Investors prefer indexed annuity products over fixed annuities weighed down by low interest rates. This was a major factor in third-quarter fixed indexed annuity (FIA) sales rising 3 percent to $14.3 billion compared to the year-ago period, according to new market data released Thursday.
“Indexed annuities are on record pace for 2016,” said Sheryl J. Moore. “I project sales to hit $60 billion for the year.” Moore is president and CEO of Moore Market Intelligence and Wink Inc., publisher of Wink’s Sales & Market Report., which tracks life and annuity sales.
FIA sales hit a record $53 billion last year. Two separate reporting agencies have projected FIA sales to reach the $60 billion range in 2016.
Allianz Life retained the crown as the top-selling FIA carrier with a third-quarter market share of 17.1 percent. Allianz 222 was the No. 1 selling indexed annuity for the ninth consecutive quarter, according to Wink.

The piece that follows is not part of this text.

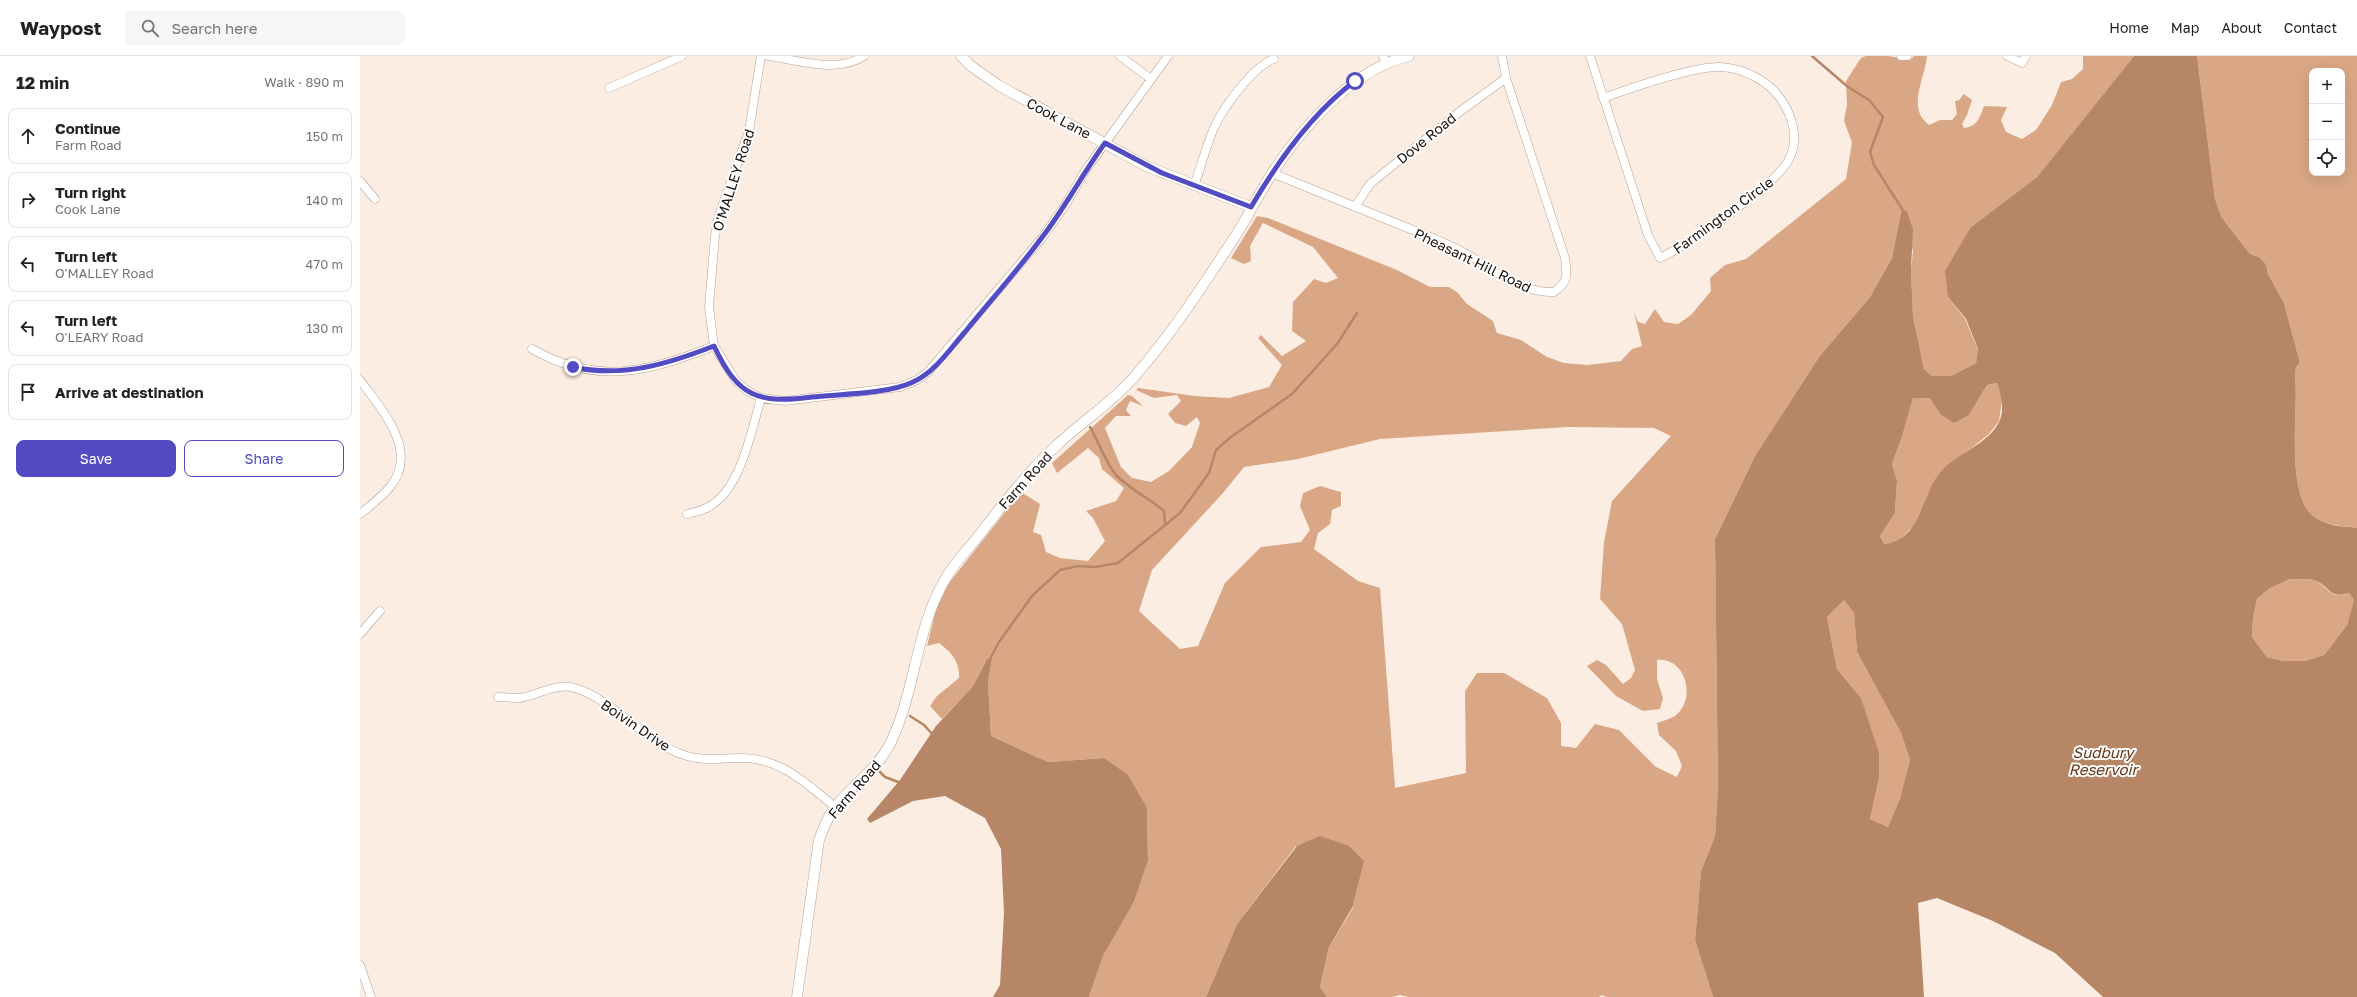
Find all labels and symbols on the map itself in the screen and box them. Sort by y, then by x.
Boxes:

Athene USA rose to the No. 2 spot followed by American Equity, AIG and Great American Insurance.
Third-quarter FIA sales dropped nearly 8 percent compared with the second quarter, Wink reported.
Wink: 3Q Fixed Annuity Sales Slump
Low interest rates continue to drive investors away from fixed annuity products and into indexed products as consumers look for higher yields. The Standard & Poor’s 500 index ended November up 7.6 percent.
Third-quarter sales of fixed annuities, however, slumped by nearly 59 percent to $1.2 billion compared with the year-ago period, Wink reported.
Athene USA was the No. 1 fixed annuity insurer with a market share of 31.1 percent in the third quarter. Athene was followed by Jackson National, Reliance Standard, Great American Insurance and MetLife.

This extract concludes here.